Los magos que odia Víctor (José Luis García Pérez), el marido de Nadia, no sólo son los que escamotean o hacen surgir palomas y conejos en un espectáculo, sino –entendemos el apunte metafórico de Mayorga– cuantos –políticos, ideólogos, predicadores y publicistas diversos…– llegan a embaucarnos, a hipnotizarnos mirándonos a los ojos, a seducirnos con su palabrería. Hay una vertiente política, pues, sutilmente expuesta, en el texto de Mayorga. Y mago o hipnotizado podemos ser cada uno de nosotros, según nuestra capacidad de manipulación o de nuestro deseo de ser manipulados.
¿O es que acaso necesitamos pasar a vivir con los ojos cerrados, pasar a habitar el lado de la ilusión y de lo ilusorio? Dice Nadia: “En esta casa hay demasiada realidad. Mis ojos no aguantan tanta costumbre, tanta repetición, tanta realidad”.
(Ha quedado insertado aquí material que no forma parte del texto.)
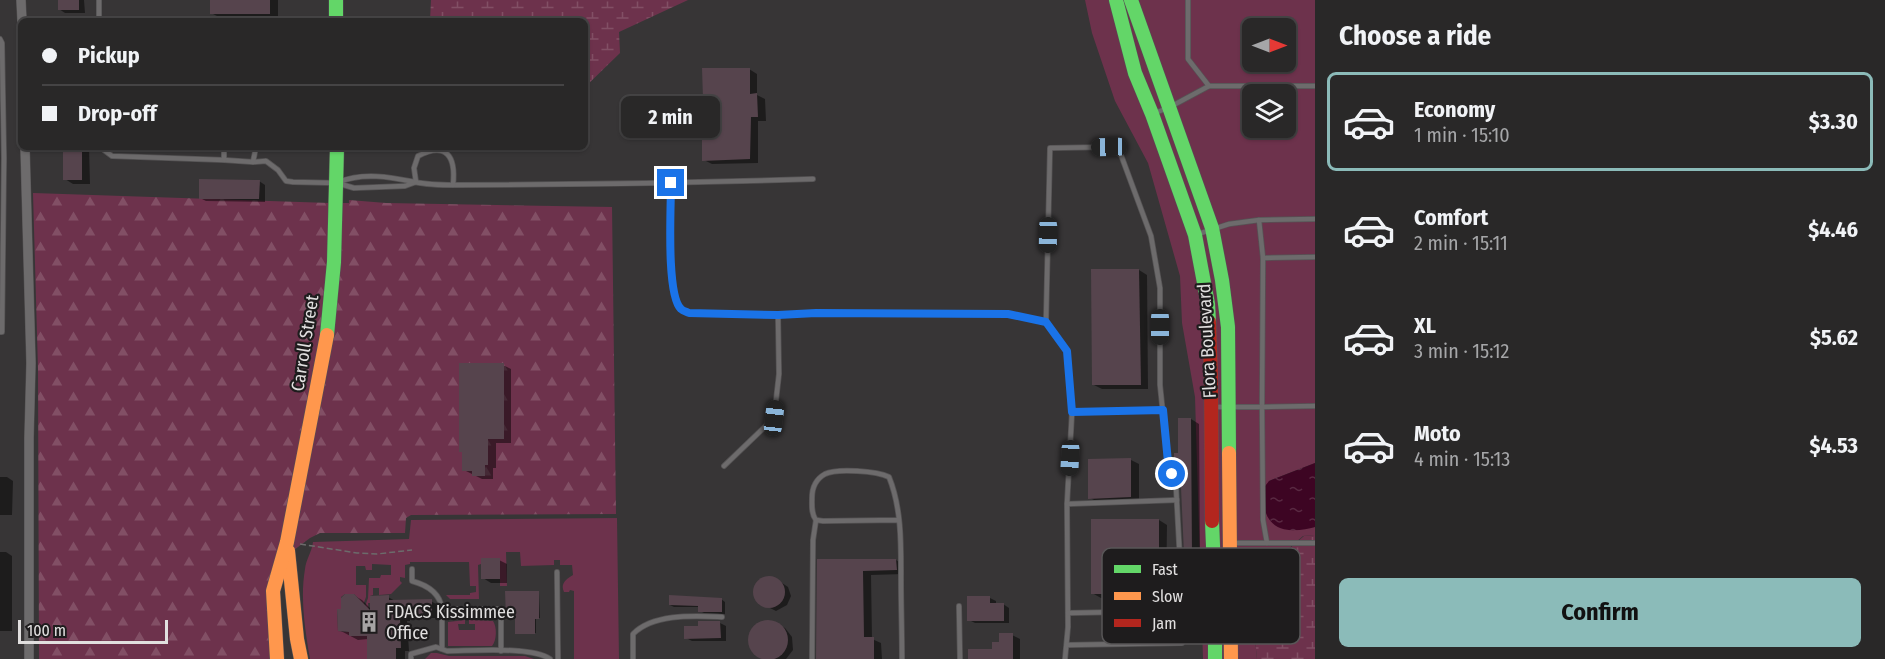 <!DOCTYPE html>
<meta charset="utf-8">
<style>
:root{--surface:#292828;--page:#313030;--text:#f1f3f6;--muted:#a5a6a8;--line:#454445;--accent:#8bbbb9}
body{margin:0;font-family:"Fira Sans Condensed",sans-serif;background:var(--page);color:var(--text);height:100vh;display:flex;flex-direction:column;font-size:22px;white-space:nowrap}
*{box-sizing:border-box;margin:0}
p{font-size:20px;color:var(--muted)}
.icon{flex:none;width:33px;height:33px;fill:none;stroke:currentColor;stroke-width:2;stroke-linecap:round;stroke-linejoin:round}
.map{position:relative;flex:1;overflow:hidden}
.sheet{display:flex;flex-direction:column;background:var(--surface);width:570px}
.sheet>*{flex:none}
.hud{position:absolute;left:18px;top:18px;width:570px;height:132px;border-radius:9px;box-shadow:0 2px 4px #0004,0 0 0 2px var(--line);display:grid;align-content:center;height:132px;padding:0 24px;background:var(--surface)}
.needle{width:39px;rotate:90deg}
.controls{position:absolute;left:1242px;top:18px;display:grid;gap:12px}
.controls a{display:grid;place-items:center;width:54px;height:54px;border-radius:9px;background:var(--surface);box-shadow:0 2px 4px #0004,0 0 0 2px var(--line);font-size:30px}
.scale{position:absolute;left:18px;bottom:15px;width:150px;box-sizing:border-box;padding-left:6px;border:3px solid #e1dfdf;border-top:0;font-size:16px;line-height:21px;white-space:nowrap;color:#e1dfdf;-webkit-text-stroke:4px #1e1c1d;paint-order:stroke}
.end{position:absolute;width:27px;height:27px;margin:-14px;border:8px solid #1a73e8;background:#fff;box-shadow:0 0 0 3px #fff}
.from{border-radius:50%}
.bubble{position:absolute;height:42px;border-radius:9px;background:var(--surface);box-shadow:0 2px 4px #0004,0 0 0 2px var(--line);font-size:20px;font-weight:700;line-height:42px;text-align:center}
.car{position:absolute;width:18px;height:36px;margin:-18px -9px;border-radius:8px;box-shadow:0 0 4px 2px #0007;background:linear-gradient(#222 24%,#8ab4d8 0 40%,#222 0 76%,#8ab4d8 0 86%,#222 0)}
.hud b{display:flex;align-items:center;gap:21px;height:57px;font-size:22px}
.hud b+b{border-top:2px solid var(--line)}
.hud i{width:15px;height:15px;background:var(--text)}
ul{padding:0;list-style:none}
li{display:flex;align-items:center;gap:18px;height:99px;margin:0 12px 9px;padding:0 12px;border:3px solid transparent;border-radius:9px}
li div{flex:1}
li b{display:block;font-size:22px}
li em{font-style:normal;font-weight:700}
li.on{border-color:var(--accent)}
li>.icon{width:54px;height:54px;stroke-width:1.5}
h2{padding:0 24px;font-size:27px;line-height:72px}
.button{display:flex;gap:12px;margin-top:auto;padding:12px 24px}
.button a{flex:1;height:69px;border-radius:9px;background:var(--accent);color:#111;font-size:24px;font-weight:700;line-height:69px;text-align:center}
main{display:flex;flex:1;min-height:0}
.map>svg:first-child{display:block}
.grass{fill:#6d324c;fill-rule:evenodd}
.forest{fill:url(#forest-firs)}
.wetland{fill:url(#wetland-marsh)}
.water{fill:url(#water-ripples)}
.shadow{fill:#0007}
.building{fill:#56444d}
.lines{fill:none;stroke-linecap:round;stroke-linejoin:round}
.lane-casing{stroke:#555354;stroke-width:6}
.street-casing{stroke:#555354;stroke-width:10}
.fast-casing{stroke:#555354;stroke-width:15}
.slow-casing{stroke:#555354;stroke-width:15}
.jam-casing{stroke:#555354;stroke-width:15}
.path{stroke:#6c6b6b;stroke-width:1.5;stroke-dasharray:6 3;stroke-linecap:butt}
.lane{stroke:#6d6b6c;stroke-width:4.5}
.street{stroke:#6d6b6c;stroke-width:9}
.fast{stroke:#63d668;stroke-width:14}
.slow{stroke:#ff974d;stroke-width:14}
.jam{stroke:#b3261e;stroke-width:14}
.route{stroke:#1a73e8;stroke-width:8}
.labels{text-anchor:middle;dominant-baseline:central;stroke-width:4.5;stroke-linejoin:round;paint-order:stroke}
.street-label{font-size:18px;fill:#e1dfdf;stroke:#1e1c1d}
.poi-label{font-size:18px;fill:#e1dfdf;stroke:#1e1c1d;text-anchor:start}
.key{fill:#1e1c1d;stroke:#585657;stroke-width:1.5}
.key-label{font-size:16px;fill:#e1dfdf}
</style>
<main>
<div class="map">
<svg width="1315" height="659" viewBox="0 0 1315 659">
<defs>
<pattern id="forest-firs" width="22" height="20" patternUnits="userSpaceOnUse" patternTransform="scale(1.5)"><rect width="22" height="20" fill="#6d324c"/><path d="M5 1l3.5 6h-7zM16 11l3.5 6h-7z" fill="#824f65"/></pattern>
<pattern id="wetland-marsh" width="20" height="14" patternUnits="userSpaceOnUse" patternTransform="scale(1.5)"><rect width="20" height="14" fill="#6d324c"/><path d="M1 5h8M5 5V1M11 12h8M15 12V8" fill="none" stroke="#824f65"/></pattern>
<pattern id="water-ripples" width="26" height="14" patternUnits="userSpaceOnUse" patternTransform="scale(1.5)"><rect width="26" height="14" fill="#3d0523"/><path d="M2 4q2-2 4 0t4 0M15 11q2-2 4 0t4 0" fill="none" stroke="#592942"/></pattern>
</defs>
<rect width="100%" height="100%" fill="#373536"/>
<g class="grass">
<polygon points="1085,0 1110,0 1147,116 1189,236 1202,305 1205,376 1209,659 1203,659 1195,397 1182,323 1180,276 1148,163 1115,101 1092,33"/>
<polygon points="1122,0 1125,0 1207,229 1217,281 1222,327 1225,659 1221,659 1214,304 1141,72"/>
<path d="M1137,0H1315V463L1269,481C1263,504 1260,526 1291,528C1299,528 1307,529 1315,527V535L1303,536L1252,581V610L1257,659H1237L1228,279ZM1252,28H1286V62H1252ZM1252,94H1286V128H1252Z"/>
<path d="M617,518L619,659H574V591L570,590L569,592H564C560,584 566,579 573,575L572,565H560V560H554V565L521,566L520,552H506L507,586H500V558H481V564L478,565L479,599H450L446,595H470V593L476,592V586H470L469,562H410V564L405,565V578L400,577V581L402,583L391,594L379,595V588H373V595L370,596V603H368L369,617L362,615L368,598L369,578H380L381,575H391V565L372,564V570H366L365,566H356V585H366V597L360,613L358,598L354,594H345L341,597V609H337L338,631L349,632V636H358L369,629L367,659H310C305,630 300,598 305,569C306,559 312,552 313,542L409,539L411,520Z"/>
<path d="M465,620V624H458L459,630H475V624H469V620L493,621C497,627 497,640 492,646H448V622Z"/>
<polygon points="431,653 437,653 449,656 525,656 534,659 425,659"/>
</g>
<g class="forest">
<polygon points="33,193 330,203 329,261 322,329 282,537 271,659 39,659 38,369"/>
<polygon points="349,200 386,203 612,207 616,514 411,515 406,518 405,533 320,533 310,538 294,550 293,542 342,203 349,203"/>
</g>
<g class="wetland">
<polygon points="431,0 688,0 619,32 620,53 585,87 585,21 430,21"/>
<polygon points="1315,535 1315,659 1257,659 1252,610 1252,581 1304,536"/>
</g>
<path class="water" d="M1315,463V527C1301,531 1279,534 1269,519C1264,512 1263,499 1262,490L1269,481Z"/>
<g class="shadow">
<polygon points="60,0 84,0 85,13 65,13 59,9"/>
<polygon points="211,0 278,0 278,17 219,17 211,13"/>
<polygon points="749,69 757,74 757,95 765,99 766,121 758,121 758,163 712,164 704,160 704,134 697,130 705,100"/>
<polygon points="64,147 89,147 90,184 73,184 65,179"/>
<polygon points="279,147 297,147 297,148 281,148"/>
<polygon points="259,181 265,185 265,202 206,201 200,198"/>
<polygon points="1139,270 1147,275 1148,389 1102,389 1094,385"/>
<polygon points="503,365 511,369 511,443 496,443 496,468 493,468 493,479 482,479 464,470 464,453 460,451"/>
<polygon points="1179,419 1191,419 1199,424 1200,558 1194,558 1186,554 1182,468 1175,464 1179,455"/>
<polygon points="1131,460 1139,464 1139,501 1098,502 1090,498"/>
<polygon points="0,477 7,477 13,481 12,515 0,515"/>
<polygon points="1159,520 1167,525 1166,598 1101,598 1092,593"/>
<polygon points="0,552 6,552 12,556 12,631 0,631"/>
<polygon points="499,560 507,564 507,583 491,583 483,578"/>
<polygon points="896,560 904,565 904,574 871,575 872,639 881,643 882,659 818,659 819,561"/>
<polygon points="768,577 773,577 788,587 791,596 787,605 776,611 758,602 754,593 756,584 759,580"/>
<polygon points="539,593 540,618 536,618 536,633 517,634 516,618 507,617"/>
<polygon points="353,595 362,600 372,610 388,597 397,602 431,601 439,606 439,618 410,618 410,621 407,621 409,651 405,651 405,659 369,659 368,639 358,640 339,630 342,610"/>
<polygon points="990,598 996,601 996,604 1003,604 1009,608 1009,623 975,623 969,620"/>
<polygon points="721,599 725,602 725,614 704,613 700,611 700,607 674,607 670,605"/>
<polygon points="769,621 785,628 792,637 793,650 786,659 763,659 755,654 750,643 752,631 761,623"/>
<polygon points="720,623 726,626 726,641 692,641 686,638 700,627"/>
<polygon points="1012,635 1020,639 1020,659 970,659 993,651"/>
</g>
<g class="building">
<rect x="58" y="0" width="21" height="10"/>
<rect x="210" y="0" width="60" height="14"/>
<polygon points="702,68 750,68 750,94 757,93 758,117 751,117 750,159 702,161 702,131 695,131 695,99 703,99"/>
<rect x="63" y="147" width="19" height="33"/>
<polygon points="199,179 260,180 259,199 199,199"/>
<polygon points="1091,269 1139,269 1141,385 1092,385"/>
<polygon points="459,363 504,363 504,439 488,439 488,465 485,465 485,476 472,476 472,471 462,471 462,452 459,452"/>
<polygon points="1178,418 1191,418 1192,554 1184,554 1180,465 1174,465 1174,453 1178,453"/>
<polygon points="1131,458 1131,497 1088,499 1088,459"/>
<rect x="1091" y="519" width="68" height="75"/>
<rect x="481" y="558" width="19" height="21"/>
<polygon points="817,559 896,559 897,570 863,571 864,637 874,637 874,659 816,659"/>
<circle cx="769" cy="592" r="16"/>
<polygon points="505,591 539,591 539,619 535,619 535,634 515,634 515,618 506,618"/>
<polygon points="345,594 354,594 370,610 370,596 389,595 389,600 432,599 432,614 403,614 403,617 400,617 401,648 396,648 396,659 367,659 367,636 349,636 349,632 338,631 337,609 341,609 341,598"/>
<polygon points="669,595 722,598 722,612 698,612 698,606 669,605"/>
<polygon points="967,596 990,596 990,603 1004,603 1004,621 967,621"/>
<circle cx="768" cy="640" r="20"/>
<polygon points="698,621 720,621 721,638 684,639 684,626 698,626"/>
<polygon points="999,633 1013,633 1013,659 968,659 968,649 992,649 992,642 999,642"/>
</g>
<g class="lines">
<g class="lane-casing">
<g id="lane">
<polyline points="99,0 99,21"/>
<polyline points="1188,0 1188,59 1209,86"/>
<polyline points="0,39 2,43 4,158 2,332 0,332"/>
<polyline points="1155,113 1170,107 1209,86 1315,86"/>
<polyline points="100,147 112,156 224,160 253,162 266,161 278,170 286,181 293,182 337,183 354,188 405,186 416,182"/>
<polyline points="224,147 224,160"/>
<polyline points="253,162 256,147"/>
<path d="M339,182C363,172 390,177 415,182C428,185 443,185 456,185C575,185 694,183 813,179"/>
<path d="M416,182L414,168L418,156C447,141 456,157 453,185"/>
<path d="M671,183C671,216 665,282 680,309L689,313L778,315L816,313L1008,314L1046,322L1067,351L1072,412L1067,504L1068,627L1065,659"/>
<polyline points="1198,234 1229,224 1259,220"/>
<polyline points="1263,258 1315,257"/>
<polyline points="1046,322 1050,148 1109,147 1121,155 1151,236 1160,288 1160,385 1168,462 1176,487 1181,579 1178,604 1169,611 1068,613"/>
<polyline points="1214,407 1262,407 1263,258 1259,220 1315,219"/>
<polyline points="1072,412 1163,410"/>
<polyline points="724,466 774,418 779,374 778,315"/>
<polyline points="1067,504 1177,500"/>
<path d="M899,520L823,521L816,520C811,514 812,505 812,498C812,488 816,479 825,474C837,468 877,471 889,477C902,509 901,546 901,579C901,606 902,632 902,659"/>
<polyline points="1232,543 1315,543"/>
<polyline points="1267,543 1263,520 1262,407 1315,406"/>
<path d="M412,569V581C427,585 440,593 442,609H501V651"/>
<polyline points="557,572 558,659"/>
<polyline points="959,606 960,659"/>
<polyline points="442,609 442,649"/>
<polyline points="1067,645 1182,643"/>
<path d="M411,659V654L436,647L447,651C471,651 532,646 550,659"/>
<path d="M633,659V634C654,613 695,616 722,617"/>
<polyline points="812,659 813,540 816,520"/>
</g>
</g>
<g class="street-casing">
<g id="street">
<polyline points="21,0 22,21"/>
<polyline points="25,147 31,363 29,438 29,659"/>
</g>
</g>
<g class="fast-casing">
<g id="fast">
<polyline points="336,0 336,21"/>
<polyline points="1116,0 1135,73 1152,114 1195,235 1208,304 1209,322"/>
<polyline points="1131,0 1212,228 1222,280 1228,327 1229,453"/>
<polyline points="327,335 334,262 337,147"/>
<polyline points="1212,521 1215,595 1215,659"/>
</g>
</g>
<g class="slow-casing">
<g id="slow">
<polyline points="1229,453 1231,659"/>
<polyline points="288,551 297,639 301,659"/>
<polyline points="277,659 273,591 287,542 327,335"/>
</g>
</g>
<g class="jam-casing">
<polyline id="jam" points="1209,322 1211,376 1212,521"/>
</g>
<polyline class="path" points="300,544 357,553 377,554 412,550"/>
<use href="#lane" class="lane"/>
<use href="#street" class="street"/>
<use href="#fast" class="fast"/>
<use href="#slow" class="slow"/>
<use href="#jam" class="jam"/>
</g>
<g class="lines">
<path class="route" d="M671,183C671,207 666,295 681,309C683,311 687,312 689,313L778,315L816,313L1008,314L1046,322L1067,351L1072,412L1163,410L1168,462L1172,474"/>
</g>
<defs>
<g id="building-bare" transform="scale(1.62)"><path d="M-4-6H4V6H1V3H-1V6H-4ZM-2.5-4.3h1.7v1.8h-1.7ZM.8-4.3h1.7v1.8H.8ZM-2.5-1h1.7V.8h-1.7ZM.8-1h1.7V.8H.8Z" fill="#a6a4a4" stroke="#1e1c1d" stroke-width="2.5" paint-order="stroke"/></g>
</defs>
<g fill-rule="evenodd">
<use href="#building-bare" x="369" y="622"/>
</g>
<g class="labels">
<g class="street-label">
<text transform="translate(1207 341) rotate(-93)">Flora Boulevard</text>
<text transform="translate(305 343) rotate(-81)">Carroll Street</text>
</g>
<g class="poi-label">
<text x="386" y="612">FDACS Kissimmee<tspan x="386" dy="21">Office</tspan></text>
</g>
</g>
<rect x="1102" y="548" width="198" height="96" rx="9" class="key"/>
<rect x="1114" y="565" width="27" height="8" fill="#63d668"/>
<rect x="1114" y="592" width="27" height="8" fill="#ff974d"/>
<rect x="1114" y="619" width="27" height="8" fill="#b3261e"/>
<g class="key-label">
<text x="1152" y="575">Fast</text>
<text x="1152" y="602">Slow</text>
<text x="1152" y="629">Jam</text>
</g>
</svg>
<div class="controls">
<a><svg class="needle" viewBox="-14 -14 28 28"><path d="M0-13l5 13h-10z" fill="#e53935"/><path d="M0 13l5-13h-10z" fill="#a5a6a8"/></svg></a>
<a><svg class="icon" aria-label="layers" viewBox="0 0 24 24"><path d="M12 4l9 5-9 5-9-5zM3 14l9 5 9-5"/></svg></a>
</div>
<div class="scale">100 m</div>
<i class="end from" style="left:1172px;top:474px"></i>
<i class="end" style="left:671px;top:183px"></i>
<div class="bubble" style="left:621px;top:96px;width:99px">2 min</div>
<i class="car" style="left:1109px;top:147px;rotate:269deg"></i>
<i class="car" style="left:1048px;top:235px;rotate:181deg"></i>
<i class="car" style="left:1160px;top:327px;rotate:180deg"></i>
<i class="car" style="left:774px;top:418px;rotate:7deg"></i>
<i class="car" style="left:1070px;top:458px;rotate:183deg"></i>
<div class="hud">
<b><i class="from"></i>Pickup</b>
<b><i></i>Drop-off</b>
</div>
</div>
<section class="sheet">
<h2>Choose a ride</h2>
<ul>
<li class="on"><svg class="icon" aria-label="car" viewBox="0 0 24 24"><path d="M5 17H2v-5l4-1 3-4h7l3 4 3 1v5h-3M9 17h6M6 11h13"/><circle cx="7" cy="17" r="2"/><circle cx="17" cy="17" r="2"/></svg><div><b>Economy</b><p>1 min · 15:10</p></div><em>$3.30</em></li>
<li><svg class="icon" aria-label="car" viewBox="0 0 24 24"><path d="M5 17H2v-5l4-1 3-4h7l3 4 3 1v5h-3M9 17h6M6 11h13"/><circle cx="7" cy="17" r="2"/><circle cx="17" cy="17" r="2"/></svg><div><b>Comfort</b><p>2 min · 15:11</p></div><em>$4.46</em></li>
<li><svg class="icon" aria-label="car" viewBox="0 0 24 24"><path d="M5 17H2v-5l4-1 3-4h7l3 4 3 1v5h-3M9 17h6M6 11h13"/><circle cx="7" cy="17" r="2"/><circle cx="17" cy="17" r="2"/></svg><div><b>XL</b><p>3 min · 15:12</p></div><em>$5.62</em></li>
<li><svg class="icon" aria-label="car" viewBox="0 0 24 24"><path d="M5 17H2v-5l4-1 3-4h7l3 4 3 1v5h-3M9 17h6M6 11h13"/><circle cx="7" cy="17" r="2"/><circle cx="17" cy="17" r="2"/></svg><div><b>Moto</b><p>4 min · 15:13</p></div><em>$4.53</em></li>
</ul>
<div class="button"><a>Confirm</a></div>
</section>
</main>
Es un momento dramático, que apunta –como la pieza entera– a las relaciones de familia, de padres e hijos, de pareja. El mago del teatro –y el teatro mismo–, por más odioso, es el catalizador del desencadenamiento de una crisis que ya late en casa de Nadia y de Víctor. Una crisis que, como en alguna otra obra de Juan Mayorga, tiene que ver, en su raíz, con la verdad y sus versiones. Por tanto, también con la mentira.